Cameron posted on: July 26, 2012

Thanks for the post. That was a great article and I plan to implement these steps for the social media plan I am putting together for work.

Lisa Woods posted on: July 26, 2012

Good luck with your social media plan Cameron!

Michael Soon Lee posted on: July 26, 2012

STEP NINE IS MISSING! How about making sure that salespeople know the benefits of and how to sell the product? If they don't, Steps 1-8 are a waste of time and money. THAT's a truly integrated marketing program. Not once in this article is sales mentioned. As long as company departments remain in their respective silos American companies will continue to waste precious resources and opportunities!

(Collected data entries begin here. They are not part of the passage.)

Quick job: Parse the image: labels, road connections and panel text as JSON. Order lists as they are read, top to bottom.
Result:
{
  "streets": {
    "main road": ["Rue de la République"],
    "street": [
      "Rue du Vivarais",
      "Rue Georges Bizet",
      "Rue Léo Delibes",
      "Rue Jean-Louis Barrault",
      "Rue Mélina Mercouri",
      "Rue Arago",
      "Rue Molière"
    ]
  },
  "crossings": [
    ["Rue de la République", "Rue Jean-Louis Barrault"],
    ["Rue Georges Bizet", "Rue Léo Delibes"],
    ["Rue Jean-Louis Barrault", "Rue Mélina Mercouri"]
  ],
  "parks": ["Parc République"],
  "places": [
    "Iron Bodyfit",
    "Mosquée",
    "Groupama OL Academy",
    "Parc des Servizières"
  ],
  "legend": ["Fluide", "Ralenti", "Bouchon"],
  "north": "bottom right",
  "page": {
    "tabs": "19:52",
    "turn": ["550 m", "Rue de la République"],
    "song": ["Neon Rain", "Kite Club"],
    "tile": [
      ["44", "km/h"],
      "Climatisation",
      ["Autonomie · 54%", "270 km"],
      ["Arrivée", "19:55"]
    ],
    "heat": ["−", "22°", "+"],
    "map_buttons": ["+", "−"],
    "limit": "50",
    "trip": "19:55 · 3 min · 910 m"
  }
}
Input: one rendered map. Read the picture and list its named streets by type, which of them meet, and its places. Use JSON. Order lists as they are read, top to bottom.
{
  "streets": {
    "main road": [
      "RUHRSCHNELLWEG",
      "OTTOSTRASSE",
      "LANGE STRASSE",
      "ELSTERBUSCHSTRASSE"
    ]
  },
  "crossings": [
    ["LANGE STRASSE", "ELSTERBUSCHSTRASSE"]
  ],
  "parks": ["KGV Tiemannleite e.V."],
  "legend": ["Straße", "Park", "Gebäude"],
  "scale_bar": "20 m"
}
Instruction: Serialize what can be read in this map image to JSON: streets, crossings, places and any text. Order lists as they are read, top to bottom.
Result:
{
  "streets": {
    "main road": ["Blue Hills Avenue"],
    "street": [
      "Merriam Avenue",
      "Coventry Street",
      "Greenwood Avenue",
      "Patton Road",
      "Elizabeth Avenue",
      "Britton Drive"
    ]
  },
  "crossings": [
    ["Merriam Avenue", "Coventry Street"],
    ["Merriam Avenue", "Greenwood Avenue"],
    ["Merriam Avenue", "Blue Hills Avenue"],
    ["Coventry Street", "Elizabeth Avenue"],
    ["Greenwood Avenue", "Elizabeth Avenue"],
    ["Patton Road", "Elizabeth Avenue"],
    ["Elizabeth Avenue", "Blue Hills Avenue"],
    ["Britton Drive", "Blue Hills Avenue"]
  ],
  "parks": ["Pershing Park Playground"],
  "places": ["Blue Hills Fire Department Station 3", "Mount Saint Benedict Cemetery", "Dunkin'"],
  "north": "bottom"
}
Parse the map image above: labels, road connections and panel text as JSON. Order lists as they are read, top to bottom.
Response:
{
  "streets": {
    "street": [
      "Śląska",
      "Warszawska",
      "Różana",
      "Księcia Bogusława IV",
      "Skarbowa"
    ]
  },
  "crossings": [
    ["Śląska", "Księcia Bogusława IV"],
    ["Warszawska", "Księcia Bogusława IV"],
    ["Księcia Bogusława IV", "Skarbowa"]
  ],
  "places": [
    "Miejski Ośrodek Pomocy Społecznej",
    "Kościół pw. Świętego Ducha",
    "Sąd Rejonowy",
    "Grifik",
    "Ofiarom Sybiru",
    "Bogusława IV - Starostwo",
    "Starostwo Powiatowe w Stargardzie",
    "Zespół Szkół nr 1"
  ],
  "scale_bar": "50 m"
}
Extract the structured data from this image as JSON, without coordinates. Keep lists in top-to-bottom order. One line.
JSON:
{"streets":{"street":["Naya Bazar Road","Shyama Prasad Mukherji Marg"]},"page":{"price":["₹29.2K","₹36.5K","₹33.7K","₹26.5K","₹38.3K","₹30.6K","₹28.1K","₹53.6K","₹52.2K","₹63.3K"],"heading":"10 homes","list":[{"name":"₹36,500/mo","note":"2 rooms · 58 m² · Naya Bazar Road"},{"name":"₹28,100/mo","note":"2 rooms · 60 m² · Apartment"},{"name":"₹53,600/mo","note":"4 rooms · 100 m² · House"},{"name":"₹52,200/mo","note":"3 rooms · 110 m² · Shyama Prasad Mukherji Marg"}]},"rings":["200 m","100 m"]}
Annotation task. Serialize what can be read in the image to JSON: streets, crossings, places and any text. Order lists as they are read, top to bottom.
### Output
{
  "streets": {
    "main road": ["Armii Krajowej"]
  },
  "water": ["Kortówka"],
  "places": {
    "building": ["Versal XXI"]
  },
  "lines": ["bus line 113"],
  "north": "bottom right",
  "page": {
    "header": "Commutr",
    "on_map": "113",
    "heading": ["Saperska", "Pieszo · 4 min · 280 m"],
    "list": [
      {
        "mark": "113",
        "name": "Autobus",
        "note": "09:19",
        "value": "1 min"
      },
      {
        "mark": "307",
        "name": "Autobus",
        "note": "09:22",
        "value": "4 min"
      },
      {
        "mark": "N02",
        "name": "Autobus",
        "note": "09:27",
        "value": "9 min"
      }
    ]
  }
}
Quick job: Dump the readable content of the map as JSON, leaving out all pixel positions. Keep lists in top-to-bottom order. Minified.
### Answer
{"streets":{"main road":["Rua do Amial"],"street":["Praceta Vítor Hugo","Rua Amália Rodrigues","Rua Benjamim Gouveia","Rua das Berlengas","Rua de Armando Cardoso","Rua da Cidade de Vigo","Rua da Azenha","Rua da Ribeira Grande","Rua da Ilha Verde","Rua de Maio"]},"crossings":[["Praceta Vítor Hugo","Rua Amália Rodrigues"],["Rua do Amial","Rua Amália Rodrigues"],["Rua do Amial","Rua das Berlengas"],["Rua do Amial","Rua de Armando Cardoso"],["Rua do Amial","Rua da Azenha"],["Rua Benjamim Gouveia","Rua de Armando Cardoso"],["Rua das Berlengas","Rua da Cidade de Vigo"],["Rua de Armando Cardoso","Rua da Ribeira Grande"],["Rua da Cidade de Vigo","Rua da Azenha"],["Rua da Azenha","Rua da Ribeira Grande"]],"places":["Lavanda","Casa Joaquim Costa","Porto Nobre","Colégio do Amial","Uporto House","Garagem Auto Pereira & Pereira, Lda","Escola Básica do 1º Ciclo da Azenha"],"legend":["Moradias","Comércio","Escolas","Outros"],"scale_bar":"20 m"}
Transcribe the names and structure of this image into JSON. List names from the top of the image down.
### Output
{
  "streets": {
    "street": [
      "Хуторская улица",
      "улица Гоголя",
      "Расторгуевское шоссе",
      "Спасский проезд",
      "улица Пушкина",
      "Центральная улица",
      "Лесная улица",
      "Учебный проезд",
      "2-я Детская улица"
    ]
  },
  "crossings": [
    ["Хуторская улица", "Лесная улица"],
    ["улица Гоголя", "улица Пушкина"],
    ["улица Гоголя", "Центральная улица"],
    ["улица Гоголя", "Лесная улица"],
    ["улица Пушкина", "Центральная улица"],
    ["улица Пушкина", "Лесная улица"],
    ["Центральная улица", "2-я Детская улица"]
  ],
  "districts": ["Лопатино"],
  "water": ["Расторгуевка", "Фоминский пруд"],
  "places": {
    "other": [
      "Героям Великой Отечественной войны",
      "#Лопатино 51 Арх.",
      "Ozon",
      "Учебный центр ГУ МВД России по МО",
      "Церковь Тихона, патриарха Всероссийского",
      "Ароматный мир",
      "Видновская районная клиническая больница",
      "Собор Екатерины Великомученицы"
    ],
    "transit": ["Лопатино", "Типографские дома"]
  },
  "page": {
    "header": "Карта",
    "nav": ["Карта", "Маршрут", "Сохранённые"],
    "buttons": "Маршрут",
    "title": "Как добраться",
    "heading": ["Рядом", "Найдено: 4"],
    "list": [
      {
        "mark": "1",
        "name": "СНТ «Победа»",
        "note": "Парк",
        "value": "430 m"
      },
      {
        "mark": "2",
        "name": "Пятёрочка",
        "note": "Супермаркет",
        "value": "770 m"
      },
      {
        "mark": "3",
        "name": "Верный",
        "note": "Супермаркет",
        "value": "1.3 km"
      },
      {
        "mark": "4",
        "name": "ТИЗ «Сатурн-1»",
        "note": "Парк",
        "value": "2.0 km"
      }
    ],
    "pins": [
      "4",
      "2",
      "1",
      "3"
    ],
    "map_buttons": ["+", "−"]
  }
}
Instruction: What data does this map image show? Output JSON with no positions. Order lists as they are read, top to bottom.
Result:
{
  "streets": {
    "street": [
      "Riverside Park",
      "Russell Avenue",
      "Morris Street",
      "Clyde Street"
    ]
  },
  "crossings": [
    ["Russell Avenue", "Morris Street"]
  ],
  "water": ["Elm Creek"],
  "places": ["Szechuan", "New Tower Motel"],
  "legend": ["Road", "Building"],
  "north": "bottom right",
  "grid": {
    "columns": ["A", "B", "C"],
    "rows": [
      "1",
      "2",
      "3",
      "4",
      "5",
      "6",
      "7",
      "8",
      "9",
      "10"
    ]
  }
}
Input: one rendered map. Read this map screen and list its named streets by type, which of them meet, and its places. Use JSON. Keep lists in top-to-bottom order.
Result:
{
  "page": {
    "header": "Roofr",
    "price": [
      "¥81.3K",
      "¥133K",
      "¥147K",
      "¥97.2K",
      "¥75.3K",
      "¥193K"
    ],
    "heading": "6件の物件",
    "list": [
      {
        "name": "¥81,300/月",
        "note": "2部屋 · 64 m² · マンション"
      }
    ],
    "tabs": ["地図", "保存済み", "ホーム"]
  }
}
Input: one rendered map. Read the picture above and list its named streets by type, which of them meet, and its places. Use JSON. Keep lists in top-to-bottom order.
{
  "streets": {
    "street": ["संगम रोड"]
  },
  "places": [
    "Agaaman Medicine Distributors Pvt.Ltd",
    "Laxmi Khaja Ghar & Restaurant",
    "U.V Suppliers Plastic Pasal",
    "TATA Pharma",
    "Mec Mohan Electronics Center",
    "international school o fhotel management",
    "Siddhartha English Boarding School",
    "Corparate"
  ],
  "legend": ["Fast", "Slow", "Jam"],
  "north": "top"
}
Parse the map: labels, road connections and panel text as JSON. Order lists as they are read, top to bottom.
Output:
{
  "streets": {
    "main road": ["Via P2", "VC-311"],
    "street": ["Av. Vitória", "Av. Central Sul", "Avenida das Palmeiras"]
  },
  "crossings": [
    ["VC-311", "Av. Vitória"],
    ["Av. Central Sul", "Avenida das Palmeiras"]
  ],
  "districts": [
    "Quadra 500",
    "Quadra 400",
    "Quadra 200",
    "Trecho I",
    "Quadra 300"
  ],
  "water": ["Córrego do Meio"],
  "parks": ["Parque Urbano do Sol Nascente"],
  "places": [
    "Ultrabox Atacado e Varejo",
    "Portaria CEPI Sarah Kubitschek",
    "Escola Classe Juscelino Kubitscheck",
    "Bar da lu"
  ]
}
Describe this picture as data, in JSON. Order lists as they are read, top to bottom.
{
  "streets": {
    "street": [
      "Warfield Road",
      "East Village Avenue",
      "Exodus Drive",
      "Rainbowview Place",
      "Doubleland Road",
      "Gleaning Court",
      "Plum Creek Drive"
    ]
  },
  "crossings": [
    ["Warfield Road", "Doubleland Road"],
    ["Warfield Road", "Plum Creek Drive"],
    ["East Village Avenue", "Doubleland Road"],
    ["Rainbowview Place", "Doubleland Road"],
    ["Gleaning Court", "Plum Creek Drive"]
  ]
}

Lisa Woods posted on: July 26, 2012

Very good point Michael. Sales is of course part of the the integration process as is every department. As stated in step two, process mapping takes place to understand current processes for customer calls/visits, and in the end an adapted process is created for the new marketing campaign. Everyone is involved, that is what makes it work. Another important point is that sales must be part of the market evaluation prior to any new programs launched. Their insight is an important driver for marketing's activity. During any integration effort, it is marketing's role to ensure the organization is backing up sales. Too often sales is making promises the rest of the company does not keep...this is what we want to eliminate. Training on a new launch exists for sales and all other aspects of the company. It is a collaborative effort. Thanks for your comment!

Sangeetha Balaji posted on: July 30, 2012

great Article !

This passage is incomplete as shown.